O terceiro mundo é de Joan Reiss, uma mulher ansiosa e paranoica que vê terríveis ameaças em tudo e em todos, o que colabora para que sua dimensão seja aterrorizante.

Dick tem uma ideia interessante para uma hipótese de mundos múltiplos baseada na teoria quântica (formulada pela primeira vez pelo físico Hugh Everett em 1957, no mesmo ano em que Dick publicou a sua história. Quem inspirou quem?). A sugestão de Dick é que a possibilidade de mundos paralelos se baseia numa experiência inteiramente subjetiva que pode ser projetada na consciência de outros. 
Eu preferiria se Dick tivesse elaborado e desenvolvido mais a ideia do mundo do Antigo Testamento, que vem da mente do idoso veterano Arthur Sylvester. Achei que esta parte da narrativa tinha mais potencial e poderia ser trazido com maior profundidade.

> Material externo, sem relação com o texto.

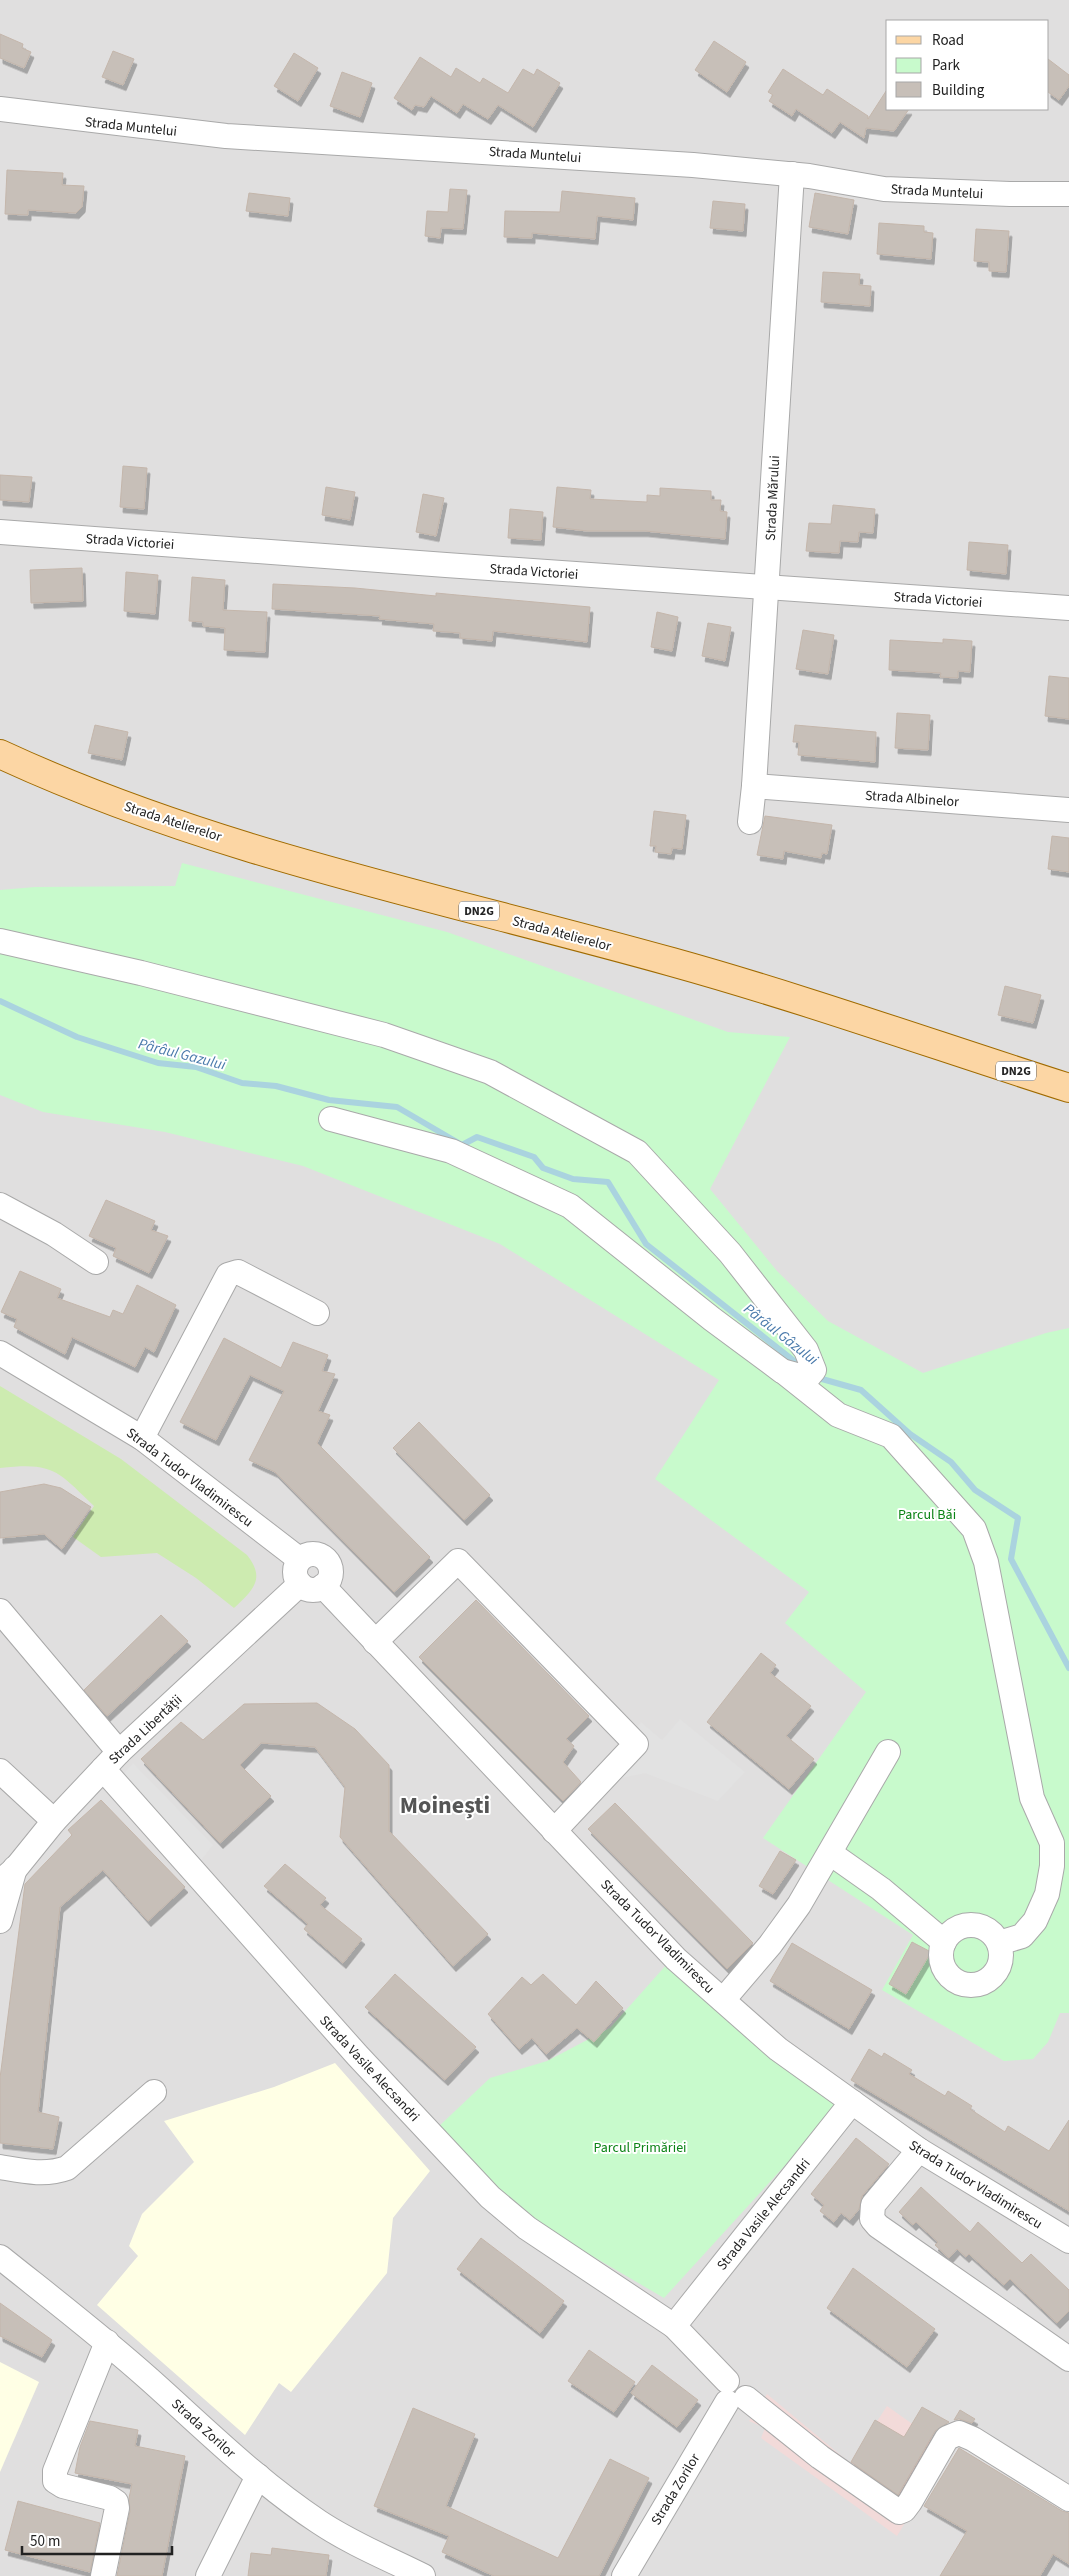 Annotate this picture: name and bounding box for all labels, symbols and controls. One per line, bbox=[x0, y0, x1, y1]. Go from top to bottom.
legend bbox=[886, 20, 1049, 110]
text: Road bbox=[932, 30, 964, 51]
text: Park bbox=[932, 55, 961, 76]
text: Building bbox=[932, 80, 985, 101]
street label: Strada Muntelui bbox=[84, 112, 178, 142]
street label: Strada Muntelui bbox=[488, 142, 582, 168]
street label: Strada Muntelui bbox=[890, 180, 984, 204]
street label: Strada Mărului bbox=[761, 455, 785, 541]
street label: Strada Victoriei bbox=[85, 529, 175, 555]
street label: Strada Victoriei bbox=[489, 559, 579, 585]
street label: Strada Victoriei bbox=[893, 587, 983, 613]
street label: Strada Albinelor bbox=[864, 786, 960, 812]
street label: Strada Atelierelor bbox=[121, 797, 224, 847]
road number: DN2G bbox=[459, 901, 499, 920]
street label: Strada Atelierelor bbox=[510, 911, 614, 957]
water label: Pârâul Gazului bbox=[136, 1033, 228, 1076]
road number: DN2G bbox=[996, 1062, 1036, 1080]
water label: Pârâul Gâzului bbox=[739, 1299, 823, 1370]
street label: Strada Tudor Vladimirescu bbox=[122, 1423, 257, 1532]
park label: Parcul Băi bbox=[898, 1505, 956, 1525]
street label: Strada Libertății bbox=[105, 1690, 187, 1769]
district label: Moinești bbox=[400, 1788, 490, 1823]
street label: Strada Tudor Vladimirescu bbox=[596, 1875, 719, 1998]
street label: Strada Vasile Alecsandri bbox=[315, 2011, 424, 2126]
street label: Strada Tudor Vladimirescu bbox=[905, 2136, 1046, 2234]
park label: Parcul Primăriei bbox=[593, 2138, 687, 2158]
street label: Strada Vasile Alecsandri bbox=[712, 2154, 815, 2275]
street label: Strada Zorilor bbox=[167, 2394, 240, 2463]
street label: Strada Zorilor bbox=[647, 2450, 705, 2529]
scale bar bbox=[22, 2524, 172, 2556]
text: 50 m bbox=[30, 2531, 60, 2552]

Só não gostei mais do livro porque não gosto muito do estilo de escrita de Dick, e isso vale para todas as obras deles que já li. As ideias são excelentes, o peso que ele tem para o mundo da ficção-científica é indiscutível, mas, a mim, falta alguma coisa. Já sei o quê - falta carisma, nos personagens e no ritmo que o próprio Dick impõe ao enredo. Mas, ainda assim, é uma leitura que recomendo.